The high speed, north-south rail link, HS2, has had a troubled history since it was first approved by Parliament in 2017. Britain’s second high speed link, after the London to Channel Tunnel link, the proposed route connects London with Birmingham, and Manchester to Leeds, with the aim of sharing opportunities, investment, and tackling the growing north/south divide.

However, just two years into the project, the Government has commissioned an independent review, chaired by Douglas Oakervee, to consider if the project is still viable and value for money. This review has already suggested that the project is well over budget and is likely to cost somewhere between £72bn and £78bn, compared to the original forecast of £56bn. The project is also running well behind schedule, with the review suggesting that the opening date for the first phase, London to Birmingham, is more likely to be 2028-2031, rather than the original date of 2026.

The rising costs and extending deadlines have given rise to calls for the project to be scrapped, prompting 24 leading construction companies to sign a letter to the Oakervee review stating how important HS2 is to the British economy and why the project should continue. The letter explains that the cancellation would put 9000 jobs at risk and send the wrong message to international investors, stating: ‘At a time when the country is looking to demonstrate its post-Brexit credentials,’ the letter asks, ‘what signal would it send if we cancelled our highest-profile infrastructure project?’

The letter further explains how uncertainty surrounding the project has already driven up costs for UK constructors, and that cancellation would only make things worse. ‘It must also be borne in mind how the political uncertainty surrounding HS2 adds to the costs of bidding, driving up costs in the UK infrastructure market,’ the letter says. ‘By now, members have spent well over £100m bidding for HS2 contracts. If HS2 is cancelled now, future construction projects across the piece will unfortunately attract an added risk premium. UK construction will cost more.’

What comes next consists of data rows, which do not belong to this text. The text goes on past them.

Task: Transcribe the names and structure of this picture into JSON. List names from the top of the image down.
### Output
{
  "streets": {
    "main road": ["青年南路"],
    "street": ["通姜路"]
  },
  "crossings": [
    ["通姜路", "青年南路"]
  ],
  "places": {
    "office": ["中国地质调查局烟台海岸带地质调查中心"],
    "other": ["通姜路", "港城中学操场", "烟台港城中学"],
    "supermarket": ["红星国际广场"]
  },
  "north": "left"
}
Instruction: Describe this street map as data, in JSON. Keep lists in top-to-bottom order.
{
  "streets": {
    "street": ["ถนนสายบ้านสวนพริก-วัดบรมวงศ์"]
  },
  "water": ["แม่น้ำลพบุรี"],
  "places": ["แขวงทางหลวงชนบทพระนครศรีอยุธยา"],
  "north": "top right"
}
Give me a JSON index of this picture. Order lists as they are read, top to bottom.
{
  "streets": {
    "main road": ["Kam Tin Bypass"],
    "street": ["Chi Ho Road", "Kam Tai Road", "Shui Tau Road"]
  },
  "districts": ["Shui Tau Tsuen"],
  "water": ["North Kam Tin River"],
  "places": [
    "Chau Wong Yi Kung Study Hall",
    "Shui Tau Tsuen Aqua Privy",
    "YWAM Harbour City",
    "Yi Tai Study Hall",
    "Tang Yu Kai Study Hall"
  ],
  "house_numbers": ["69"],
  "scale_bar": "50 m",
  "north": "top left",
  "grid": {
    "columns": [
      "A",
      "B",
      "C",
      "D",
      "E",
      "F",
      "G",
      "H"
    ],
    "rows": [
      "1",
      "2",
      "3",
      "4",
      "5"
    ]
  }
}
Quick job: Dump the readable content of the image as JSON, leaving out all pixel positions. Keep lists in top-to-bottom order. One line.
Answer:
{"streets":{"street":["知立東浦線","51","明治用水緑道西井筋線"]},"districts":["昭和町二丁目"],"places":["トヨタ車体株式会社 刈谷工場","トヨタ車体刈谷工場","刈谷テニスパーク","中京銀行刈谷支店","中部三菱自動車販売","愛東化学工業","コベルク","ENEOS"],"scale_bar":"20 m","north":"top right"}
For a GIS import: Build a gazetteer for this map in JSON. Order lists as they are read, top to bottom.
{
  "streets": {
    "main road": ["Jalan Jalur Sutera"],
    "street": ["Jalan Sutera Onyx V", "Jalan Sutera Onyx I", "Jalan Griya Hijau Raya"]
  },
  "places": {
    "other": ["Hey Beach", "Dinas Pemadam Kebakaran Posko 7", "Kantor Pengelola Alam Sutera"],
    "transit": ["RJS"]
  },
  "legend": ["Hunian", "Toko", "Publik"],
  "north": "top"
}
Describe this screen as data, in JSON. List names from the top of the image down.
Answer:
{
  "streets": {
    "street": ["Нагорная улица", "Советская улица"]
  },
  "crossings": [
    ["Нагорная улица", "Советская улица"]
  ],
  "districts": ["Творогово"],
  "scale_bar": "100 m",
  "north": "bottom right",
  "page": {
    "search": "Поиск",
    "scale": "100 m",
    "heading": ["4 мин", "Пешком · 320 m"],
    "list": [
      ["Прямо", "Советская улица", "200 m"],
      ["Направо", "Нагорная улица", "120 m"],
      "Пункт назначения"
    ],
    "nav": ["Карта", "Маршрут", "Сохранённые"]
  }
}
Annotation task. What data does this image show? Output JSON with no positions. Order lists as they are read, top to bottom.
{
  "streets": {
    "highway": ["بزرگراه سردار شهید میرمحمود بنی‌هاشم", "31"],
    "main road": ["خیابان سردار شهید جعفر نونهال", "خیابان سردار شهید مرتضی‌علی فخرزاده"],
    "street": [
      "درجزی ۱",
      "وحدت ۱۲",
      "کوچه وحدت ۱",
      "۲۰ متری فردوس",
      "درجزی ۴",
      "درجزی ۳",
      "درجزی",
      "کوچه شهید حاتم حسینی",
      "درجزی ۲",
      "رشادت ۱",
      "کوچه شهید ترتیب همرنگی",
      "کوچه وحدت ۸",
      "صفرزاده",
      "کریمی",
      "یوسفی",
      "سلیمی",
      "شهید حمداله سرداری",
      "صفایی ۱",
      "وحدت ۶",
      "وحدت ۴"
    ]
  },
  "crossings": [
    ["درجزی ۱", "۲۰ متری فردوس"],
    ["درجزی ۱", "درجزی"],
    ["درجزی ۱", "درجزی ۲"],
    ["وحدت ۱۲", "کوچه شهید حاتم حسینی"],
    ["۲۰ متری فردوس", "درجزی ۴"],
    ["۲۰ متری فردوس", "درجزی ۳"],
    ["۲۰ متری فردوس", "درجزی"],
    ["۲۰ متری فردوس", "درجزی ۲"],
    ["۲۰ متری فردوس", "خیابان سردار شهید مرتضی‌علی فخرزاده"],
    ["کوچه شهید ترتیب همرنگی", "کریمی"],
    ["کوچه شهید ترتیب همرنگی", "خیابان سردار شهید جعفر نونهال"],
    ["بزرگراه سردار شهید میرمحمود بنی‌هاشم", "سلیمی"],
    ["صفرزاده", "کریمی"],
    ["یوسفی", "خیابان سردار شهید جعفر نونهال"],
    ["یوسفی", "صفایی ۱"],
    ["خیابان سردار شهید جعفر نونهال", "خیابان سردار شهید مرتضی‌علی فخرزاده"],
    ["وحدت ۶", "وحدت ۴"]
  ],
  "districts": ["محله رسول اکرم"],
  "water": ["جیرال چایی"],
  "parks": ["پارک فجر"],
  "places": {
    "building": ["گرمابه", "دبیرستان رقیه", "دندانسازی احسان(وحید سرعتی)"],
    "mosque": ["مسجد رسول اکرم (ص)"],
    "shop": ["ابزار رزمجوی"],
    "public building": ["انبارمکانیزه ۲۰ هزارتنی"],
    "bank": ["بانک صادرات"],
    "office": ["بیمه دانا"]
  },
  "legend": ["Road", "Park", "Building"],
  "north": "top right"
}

As a major stakeholder in the UK infrastructure industry, LGH support the concerns of the signatories. The costs of bidding for HS2 work will need to be absorbed by the industry if the project is ultimately cancelled as a result of the review, and this will inevitably lead to higher costs for other clients.

At LGH, we believe that HS2 is not only important in connecting our country, but it is also a significant showcase for the railway building industry, which began right here in Britain’s industrial north with Stephenson’s Rocket. It seems only right that the railways should continue to bring prosperity to the north through HS2, and we support our industry colleagues in pushing for the project to continue. As the letter says, without it, construction will cost more.